Collected data

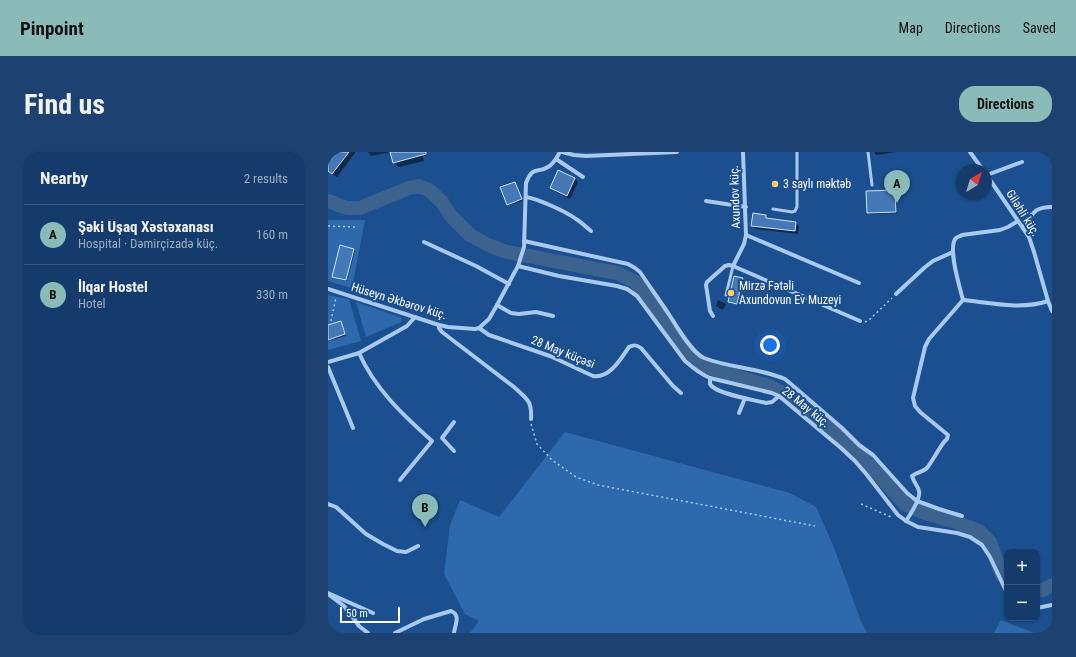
<!DOCTYPE html>
<html lang="en">
<head>
<meta charset="utf-8">
<style>
	:root { --surface:#143b6b; --page:#1d4271; --text:#f1f3f6; --muted:#9dadc1; --line:#33557e; --accent:#8bbbb9 }
	body { margin:0; font-family:"Roboto Condensed",sans-serif; background:var(--page); color:var(--text) }
	.controls { position:absolute; right:12px; bottom:12px; display:grid; overflow:hidden; border-radius:8px; box-shadow:0 1px 3px #0004 }
	.controls button { width:36px; height:36px; display:grid; place-items:center; padding:0; border:0; border-bottom:1px solid var(--line); background:var(--surface); color:var(--text); font:20px sans-serif }
	.compass { position:absolute; left:628px; top:12px; width:36px; height:36px; border-radius:50%; background:var(--surface); box-shadow:0 1px 3px #0004; rotate:38deg }
	.scale { position:absolute; left:12px; bottom:10px; width:60px; box-sizing:border-box; padding-left:4px; border:2px solid #fff; border-top:0; font-size:11px; line-height:14px; white-space:nowrap; color:#fff; -webkit-text-stroke:3px #1b4f8f; paint-order:stroke }
	.you { position:absolute; left:442px; top:193px; width:14px; height:14px; margin:-10px; border:3px solid #fff; border-radius:50%; background:#1a73e8; box-shadow:0 0 0 6px #1a73e833 }
	.badge { display:grid; place-items:center; width:26px; height:26px; border-radius:50%; background:var(--accent); color:#111; font-size:13px; font-weight:700 }
	.pin { position:absolute; translate:-50% -33px; filter:drop-shadow(0 1px 2px #0008) }
	.pin::after { content:''; position:absolute; top:21px; width:14px; height:12px; background:inherit; clip-path:polygon(0 0,100% 0,50% 100%) }
	.list { margin:0; padding:0; list-style:none }
	h2 { display:flex; justify-content:space-between; align-items:center; height:52px; margin:0; padding:0 16px; font-size:17px }
	h2 small { font-size:13px; font-weight:400; color:var(--muted) }
	.list li { display:grid; grid-template-columns:26px 1fr auto; gap:12px; align-items:center; box-sizing:border-box; height:60px; padding:0 16px; border-top:1px solid var(--line) }
	.list b { display:block; font-size:15px; white-space:nowrap }
	.list p { margin:0; font-size:13px; white-space:nowrap; color:var(--muted) }
	.list em { font-size:13px; font-style:normal; color:var(--muted) }
	.map { position:relative; flex:none; width:724px; height:481px; overflow:hidden; border-radius:16px }
	header { display:flex; align-items:center; gap:24px; box-sizing:border-box; height:56px; padding:0 20px; background:var(--accent); color:#111 }
	header strong { font-size:19px }
	nav { display:flex; gap:22px; margin-inline-start:auto; font-size:14px }
	.intro { display:flex; align-items:center; justify-content:space-between; box-sizing:border-box; height:96px; padding:0 24px }
	h1 { margin:0; font-size:28px }
	.button { padding:10px 18px; border-radius:16px; background:var(--accent); color:#111; font-size:14px; font-weight:700 }
	main { display:flex; gap:24px; padding:0 24px }
	aside { flex:1; background:var(--surface); border-radius:16px; box-shadow:0 1px 3px #0004 }
	.map>svg:first-child { display:block }
	.green { fill:#2e69ad }
	.shadow { fill:#0007 }
	.lines { fill:none; stroke-linecap:round; stroke-linejoin:round }
	.river { stroke:#3c6290; stroke-width:14 }
	.building { fill:#4478b7; stroke:#cfe3fa }
	.path { stroke:#a9c9ee; stroke-width:1.5; stroke-dasharray:2 3; stroke-linecap:butt }
	.lane { stroke:#a9c9ee; stroke-width:3 }
	.street { stroke:#a9c9ee; stroke-width:4 }
	.poi-dot { fill:#ffd166; stroke:#1b4f8f; stroke-width:1.5 }
	.labels { text-anchor:middle; stroke-width:4; stroke-linejoin:round; paint-order:stroke }
	.poi-label { font-size:12px; fill:#fff; stroke:#1b4f8f; text-anchor:start }
	.street-label { font-size:12px; fill:#fff; stroke:#1b4f8f }
</style>
</head>
<body>
<header>
<strong>Pinpoint</strong>
<nav><a>Map</a><a>Directions</a><a>Saved</a></nav>
</header>
<div class="intro"><h1>Find us</h1><a class="button">Directions</a></div>
<main>
<aside>
<h2>Nearby<small>2 results</small></h2>
<ul class="list">
<li><span class="badge">A</span><div><b>Şəki Uşaq Xəstəxanası</b><p>Hospital · Dəmirçizadə küç.</p></div><em>160 m</em></li>
<li><span class="badge">B</span><div><b>İlqar Hostel</b><p>Hotel</p></div><em>330 m</em></li>
</ul>
</aside>
<div class="map">
<svg width="724" height="481" viewBox="0 0 724 481">
	<rect width="100%" height="100%" fill="#1b4f8f"/>
	<!-- green -->
	<g class="green">
		<path d="M0,68H37L24,136L0,129Z"/>
		<path d="M0,143L21,147L33,189L0,198Z"/>
		<path d="M28,150L74,166L73,170L38,185Z"/>
		<path d="M237,280L462,341L488,355L505,393L533,469L539,481H142L151,469L137,462L116,422L122,373L132,348L171,365Z"/>
		<path d="M673,468L706,481H666Z"/>
	</g>
	<!-- shadow -->
	<g class="shadow">
		<path d="M0,0H27V1L9,25L0,19Z"/>
		<path d="M40,0H94L96,9L71,15L66,10L63,0L43,4Z"/>
		<path d="M546,0H569L548,3Z"/>
		<path d="M247,27L250,30L242,47L226,39L223,36Z"/>
		<path d="M187,31L194,49L181,53L180,52Z"/>
		<path d="M566,39L568,40L569,61L542,62L540,60Z"/>
		<path d="M438,64L442,68L468,71L471,74L470,82L428,77L424,74Z"/>
		<path d="M26,97L27,99L19,129L6,126L5,124Z"/>
		<path d="M414,127L416,128L410,152L403,151L402,149Z"/>
		<path d="M390,148L398,152L395,158L388,154Z"/>
		<path d="M13,170L14,172L18,184L0,189V174Z"/>
	</g>
	<g class="lines">
		<!-- river -->
		<g class="river">
			<path d="M0,49L19,56H32L81,36L90,34L101,38L114,50L123,64L142,83L160,93L179,100L289,121L306,129L314,137L356,197L374,213L404,223L441,234L462,245L487,265L521,293L547,319L577,352L597,361L628,370L651,379L662,390L674,423L679,427"/>
			<path d="M709,438H715L724,433"/>
		</g>
	</g>
	<!-- building -->
	<g class="building">
		<path d="M2,0H21L4,22L0,19V3Z"/>
		<path d="M62,0H98V2L65,11Z"/>
		<path d="M230,18L247,26L239,44L222,36Z"/>
		<path d="M187,30L194,47L179,53L172,35Z"/>
		<path d="M567,38L568,60L539,61L538,39Z"/>
		<path d="M425,61L438,63V66L468,70L467,79L423,74Z"/>
		<path d="M12,93L26,97L18,128L4,125Z"/>
		<path d="M406,124L415,126L409,152L400,150Z"/>
		<path d="M13,169L17,182L0,188V173Z"/>
	</g>
	<g class="lines">
		<!-- path -->
		<g class="path">
			<path d="M0,74L28,75"/>
			<path d="M3,169L8,145"/>
			<path d="M537,170L541,168L564,146"/>
			<path d="M203,272L209,292L224,308L248,325L270,333L487,374"/>
			<path d="M533,352L563,365H565"/>
		</g>
		<!-- lane -->
		<g class="lane">
			<path d="M540,0L544,33"/>
			<path d="M445,57L464,60L467,59L469,55V0"/>
			<path d="M398,143L405,114"/>
		</g>
		<!-- street -->
		<g class="street">
			<path d="M234,0L246,3L258,4L349,0"/>
			<path d="M642,0L655,18"/>
			<path d="M228,7L255,25"/>
			<path d="M658,22L701,85L706,100L720,149L724,159"/>
			<path d="M659,23L694,10"/>
			<path d="M198,45C210,47 237,59 248,67C253,70 258,75 263,79"/>
			<path d="M378,49L418,55"/>
			<path d="M695,76C705,62 705,55 724,55"/>
			<path d="M418,83L531,131"/>
			<path d="M196,89L300,112L307,116L312,120C322,135 332,149 342,164C349,175 364,201 376,206C402,216 431,216 457,227L514,276L531,293L545,303L579,341L589,349L611,357L634,364"/>
			<path d="M96,90L148,114L181,132"/>
			<path d="M190,114L231,124L289,134L299,137L309,144L357,209C365,216 372,222 382,226L444,241L451,244L513,296L527,309L539,323L570,363L578,369L590,375L629,381L642,385L654,393L662,405L679,441"/>
			<path d="M405,114L532,169"/>
			<path d="M0,137L111,173L120,175L147,177L151,176L161,167L169,153L190,114L196,95L198,31C205,13 209,22 220,15C226,12 229,5 232,0"/>
			<path d="M568,142L596,116L605,109L625,100"/>
			<path d="M635,148C663,151 693,158 720,149"/>
			<path d="M169,153L183,161L191,162L208,160L225,164"/>
			<path d="M385,164L382,159L378,133L379,130L397,114L401,113L405,114L416,92L418,83L415,0"/>
			<path d="M111,173V176L114,180L186,235C199,247 204,248 203,267"/>
			<path d="M151,176L161,183L222,204L265,224C282,227 293,206 301,195C306,192 309,193 313,196L345,234L353,241"/>
			<path d="M31,201C47,237 75,263 104,289L72,328"/>
			<path d="M0,210L31,201L79,174L87,165"/>
			<path d="M0,215L25,276"/>
			<path d="M382,226C382,227 382,231 382,232C387,242 427,248 438,251L444,250L451,244"/>
			<path d="M411,261L417,246"/>
			<path d="M126,299L114,286L126,270"/>
			<path d="M0,352L8,355L38,382L55,392L69,399L78,400L90,394"/>
			<path d="M578,369C582,363 593,346 591,339C590,334 586,331 584,324C589,320 595,320 599,316C605,308 610,298 616,290L619,287L620,283L592,260L587,254L585,246L597,195L601,187L635,148C632,136 619,95 628,86C629,85 633,84 634,83L672,78L680,75L690,69"/>
			<path d="M0,441L45,461"/>
			<path d="M0,442L16,454L24,464L31,474L40,481"/>
			<path d="M709,456L724,453"/>
			<path d="M67,481L96,467L123,459C133,463 127,473 126,481"/>
		</g>
	</g>
	<!-- markers -->
	<g class="poi-dot">
		<circle cx="447" cy="32" r="4"/>
		<circle cx="403" cy="141" r="4"/>
	</g>
	<g class="labels">
		<!-- poi labels -->
		<g class="poi-label">
			<text x="455" y="36">3 saylı məktəb</text>
			<text x="411" y="138">Mirzə Fətəli<tspan x="411" dy="14">Axundovun Ev Muzeyi</tspan></text>
		</g>
		<!-- street labels -->
		<g class="street-label">
			<text transform="translate(407 45) rotate(-92)" y="4">Axundov küç.</text>
			<text transform="translate(695 61) rotate(58)" y="4">Giləhli küç.</text>
			<text transform="translate(71 149) rotate(17)" y="4">Hüseyn Əkbərov küç.</text>
			<text transform="translate(235 200) rotate(22)" y="4">28 May küçəsi</text>
			<text transform="translate(478 255) rotate(39)" y="4">28 May küç.</text>
		</g>
	</g>
</svg>
<div class="controls">
<button>+</button>
<button>−</button>
</div>
<svg class="compass" viewBox="-18 -18 36 36"><path d="M0-13l5 13h-10z" fill="#e53935"/><path d="M0 13l5-13h-10z" fill="#9dadc1"/></svg>
<div class="scale">50 m</div>
<div class="you"></div>
<div class="pin badge" style="left:569px;top:51px">A</div>
<div class="pin badge" style="left:97px;top:375px">B</div>
</div>
</main>
</body>
</html>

Action item
Filter the entries above down to the lines that hold the word "circle", and copy those lines.

Final answer
		<circle cx="447" cy="32" r="4"/>
		<circle cx="403" cy="141" r="4"/>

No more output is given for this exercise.